▶ STORED DATA:

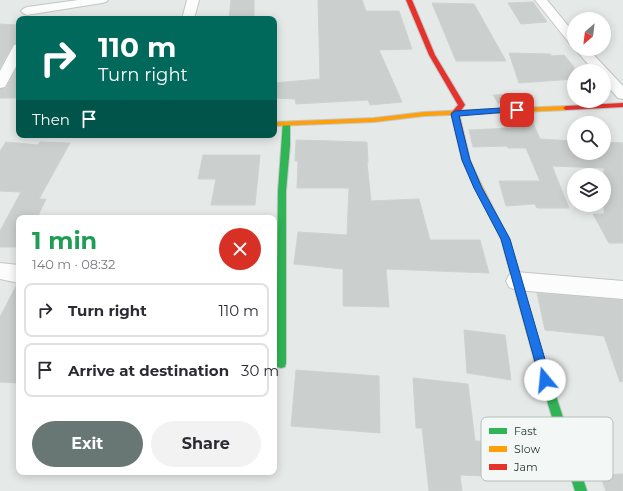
<!DOCTYPE html>
<meta charset="utf-8">
<style>
:root{--surface:#fff;--page:#f2f2f3;--text:#2b2b33;--muted:#7c7c81;--line:#e1e1e2;--accent:#687773}
body{margin:0;font-family:Montserrat,sans-serif;background:var(--page);color:var(--text);height:100vh;display:flex;flex-direction:column;font-size:15px;white-space:nowrap}
*{box-sizing:border-box;margin:0}
p{font-size:13px;color:var(--muted)}
.icon{flex:none;width:22px;height:22px;fill:none;stroke:currentColor;stroke-width:2;stroke-linecap:round;stroke-linejoin:round}
.map{position:relative;flex:1;overflow:hidden}
.drawer{position:absolute;left:16px;top:215px;width:261px;height:260px;display:flex;flex-direction:column;background:var(--surface);border-radius:8px;box-shadow:0 2px 10px #0003}
.drawer>*{flex:none}
.top-card{position:absolute;left:16px;top:16px;width:261px;height:122px;border-radius:8px;box-shadow:0 2px 10px #0003;background:#00695c;color:#fff;overflow:hidden}
.needle{width:26px;rotate:208deg}
.tools{position:absolute;left:567px;top:12px;display:grid;gap:8px}
.tools a{display:grid;place-items:center;width:44px;height:44px;border-radius:50%;background:var(--surface);box-shadow:0 2px 10px #0003;font-size:20px}
.pin{position:absolute;display:grid;place-items:center;width:34px;height:34px;color:#fff;margin:-17px;border-radius:8px;box-shadow:0 2px 6px #0006}
.me{position:absolute;width:44px;margin:-22px;rotate:343deg;stroke-linejoin:round;filter:drop-shadow(0 0 3px #0008)}
.turn{display:flex;align-items:center;gap:14px;height:84px;padding:0 16px;font-size:18px}
.turn .icon{width:52px;height:52px;stroke-width:2.5}
.turn b{display:block;font-size:28px;line-height:34px}
.then{display:flex;align-items:center;height:38px;padding:0 16px;background:#0003;gap:8px;font-size:15px}
.round{display:grid;place-items:center;flex:none;width:42px;height:42px;border-radius:21px;background:var(--page)}
.headline{display:flex;align-items:center;justify-content:space-between;height:68px;padding:0 16px}
h1{font-size:24px;font-weight:700;line-height:30px;color:#1e9e55}
.action{display:flex;gap:8px;margin-top:auto;padding:8px 16px}
.action a{flex:1;height:46px;border-radius:24px;background:var(--accent);color:#fff;font-size:16px;font-weight:700;line-height:46px;text-align:center}
.action a+a{background:var(--page);color:var(--text)}
ul{padding:0;list-style:none}
li{display:flex;align-items:center;gap:12px;height:54px;margin:0 8px 6px;padding:0 8px;border:2px solid var(--line);border-radius:8px}
li div{flex:1}
li b{display:block;font-size:15px}
li em{font-style:normal}
.map>svg:first-child{display:block}
</style>
<div class="map">
<svg width="623" height="491" viewBox="0 0 623 491">
<rect width="100%" height="100%" fill="#e5e9e7"/>
<!-- building -->
<g fill="#cbd0ce" stroke="#ced2d0">
<polygon points="231,0 254,0 254,19 229,19"/>
<polygon points="318,0 362,0 366,11 399,11 412,49 379,50 402,102 370,105 368,100 296,104 295,99 274,98 274,83 320,79"/>
<polygon points="533,2 547,22 521,24 508,3"/>
<polygon points="432,3 474,4 506,61 456,61"/>
<polygon points="0,24 19,25 19,43 13,44 0,68"/>
<polygon points="509,53 550,54 551,56 564,55 574,67 574,79 519,83"/>
<polygon points="19,64 19,98 0,98 0,89 6,88"/>
<polygon points="519,94 523,102 498,103 493,95"/>
<polygon points="530,116 540,139 574,141 574,153 604,153 604,142 623,143 623,243 609,243 593,214 604,214 604,168 552,166 569,208 537,208 535,204 506,206 499,181 540,181 526,148 508,148 507,146 473,147 469,130 511,128 505,117"/>
<polygon points="296,140 367,142 368,163 367,163 371,201 419,199 430,240 480,240 489,273 386,269 389,307 343,306 343,269 294,264 298,232 347,235 349,188 297,188 298,161 295,161"/>
<polygon points="6,142 38,145 40,142 70,143 39,199 46,199 37,218 19,218 19,247 0,247 0,231 21,192 0,191 0,151"/>
<polygon points="203,155 260,155 255,205 211,205 216,179 198,179"/>
<polygon points="17,284 19,284 19,383 0,382 0,317"/>
<polygon points="537,293 623,300 623,381 620,382 604,336 545,330"/>
<polygon points="464,330 505,335 511,380 467,373"/>
<polygon points="296,370 379,376 380,433 291,426"/>
<polygon points="413,378 468,384 475,441 548,444 557,479 460,475 462,491 429,491 422,428 416,428"/>
<polygon points="623,474 623,491 606,491 600,475"/>
</g>
<g fill="none" stroke-linecap="round" stroke-linejoin="round">
<defs>
<g id="street">
<polygon points="78,0 108,0 106,2 102,3 27,15 23,13 21,11 23,9 27,7"/>
<polygon points="187,0 199,0 194,19 182,19"/>
<polygon points="535,0 547,0 574,33 574,45 570,44"/>
<polygon points="19,44 19,61 5,87 0,88 0,71 14,45"/>
<polygon points="575,49 588,49 623,86 623,99 618,98 604,82 604,71 594,71"/>
<polygon points="0,263 19,265 19,283 0,279"/>
<polygon points="516,272 623,281 623,299 516,290 509,287 506,281 509,275"/>
</g>
<g id="fast">
<polygon points="283,122 289,122 290,124 290,145 286,191 286,363 285,367 281,368 277,367 276,363 278,191"/>
<polygon points="539,354 543,355 544,359 587,491 575,491 534,359 535,355"/>
</g>
<g id="slow">
<polygon points="566,106 568,106 568,110 424,116 374,122 274,126 274,122 374,118 424,112"/>
<polygon points="475,177 479,180 509,239 544,359 543,363 539,364 535,363 534,359 501,239 471,180"/>
</g>
<g id="jam">
<polygon points="406,0 412,0 435,55 465,105 459,113 470,160 479,180 478,182 472,182 462,160 451,113 458,105 429,55"/>
<polygon points="623,103 623,107 566,110 563,108 566,106"/>
</g>
</defs>
<!-- street casing -->
<use href="#street" stroke="#c2c6c4" stroke-width="2"/>
<!-- fast casing -->
<use href="#fast" stroke="#c1c6c4" stroke-width="2"/>
<!-- slow casing -->
<use href="#slow" stroke="#c1c6c4" stroke-width="2"/>
<!-- jam casing -->
<use href="#jam" stroke="#c1c6c4" stroke-width="2"/>
<!-- street -->
<use href="#street" fill="#fbfcfb" fill-rule="evenodd"/>
<!-- fast -->
<use href="#fast" fill="#30b455" fill-rule="evenodd"/>
<!-- slow -->
<use href="#slow" fill="#ff9f0a" fill-rule="evenodd"/>
<!-- jam -->
<use href="#jam" fill="#e5322d" fill-rule="evenodd"/>
</g>
<!-- route -->
<polygon fill="#1a73e8" stroke="#114b97" points="517,107 520,108 520,111 459,116 470,160 482,188 510,239 551,380 549,383 545,385 541,383 540,380 501,239 474,188 462,160 451,114 455,111"/>
<!-- legend -->
<rect x="481" y="417" width="132" height="64" rx="6" fill="#f3f8f6" stroke="#b5bfbc" stroke-width="1"/>
<rect x="489" y="428" width="18" height="6" fill="#30b455"/>
<rect x="489" y="446" width="18" height="6" fill="#ff9f0a"/>
<rect x="489" y="464" width="18" height="6" fill="#e5322d"/>
<g font-size="11" fill="#253a35">
<text x="514" y="435">Fast</text>
<text x="514" y="453">Slow</text>
<text x="514" y="471">Jam</text>
</g>
</svg>
<div class="tools">
<a><svg class="needle" viewBox="-14 -14 28 28"><path d="M0-13l5 13h-10z" fill="#e53935"/><path d="M0 13l5-13h-10z" fill="#7c7c81"/></svg></a>
<a><svg class="icon" aria-label="sound" viewBox="0 0 24 24"><path d="M4 9h4l5-4v14l-5-4H4zM17 9q2 3 0 6"/></svg></a>
<a><svg class="icon" aria-label="search" viewBox="0 0 24 24"><circle cx="10" cy="10" r="6"/><path d="M15 15l6 6"/></svg></a>
<a><svg class="icon" aria-label="layers" viewBox="0 0 24 24"><path d="M12 4l9 5-9 5-9-5zM3 14l9 5 9-5"/></svg></a>
</div>
<div class="pin" style="left:517px;top:110px;background:#d93025"><svg class="icon" aria-label="arrive" viewBox="0 0 24 24"><path d="M6 21V4h12l-3 4 3 4H6"/></svg></div>
<svg class="me" style="left:545px;top:380px" viewBox="-20 -20 40 40"><circle r="19" fill="#fff"/><path d="M0-13L10 11 0 6-10 11z" fill="#1a73e8"/></svg>
<div class="top-card">
<div class="turn"><svg class="icon" aria-label="right" viewBox="0 0 24 24"><path d="M7 20v-9h11M14 6l5 5-5 5"/></svg><div><b>110 m</b>Turn right</div></div>
<div class="then">Then<svg class="icon" aria-label="arrive" viewBox="0 0 24 24"><path d="M6 21V4h12l-3 4 3 4H6"/></svg></div>
</div>
<section class="drawer">
<div class="headline"><div><h1>1 min</h1><p>140 m · 08:32</p></div><a class="round" style="background:#d93025;color:#fff"><svg class="icon" aria-label="close" viewBox="0 0 24 24"><path d="M6 6l12 12M18 6L6 18"/></svg></a></div>
<ul>
<li><svg class="icon" aria-label="right" viewBox="0 0 24 24"><path d="M7 20v-9h11M14 6l5 5-5 5"/></svg><div><b>Turn right</b></div><em>110 m</em></li>
<li><svg class="icon" aria-label="arrive" viewBox="0 0 24 24"><path d="M6 21V4h12l-3 4 3 4H6"/></svg><div><b>Arrive at destination</b></div><em>30 m</em></li>
</ul>
<div class="action"><a>Exit</a><a>Share</a></div>
</section>
</div>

▶ WHAT IS REQUIRED:
All lines above containing the string "left": copy each one.

▶ SOLUTION TO THE PROBLEM:
.drawer{position:absolute;left:16px;top:215px;width:261px;height:260px;display:flex;flex-direction:column;background:var(--surface);border-radius:8px;box-shadow:0 2px 10px #0003}
.top-card{position:absolute;left:16px;top:16px;width:261px;height:122px;border-radius:8px;box-shadow:0 2px 10px #0003;background:#00695c;color:#fff;overflow:hidden}
.tools{position:absolute;left:567px;top:12px;display:grid;gap:8px}
<div class="pin" style="left:517px;top:110px;background:#d93025"><svg class="icon" aria-label="arrive" viewBox="0 0 24 24"><path d="M6 21V4h12l-3 4 3 4H6"/></svg></div>
<svg class="me" style="left:545px;top:380px" viewBox="-20 -20 40 40"><circle r="19" fill="#fff"/><path d="M0-13L10 11 0 6-10 11z" fill="#1a73e8"/></svg>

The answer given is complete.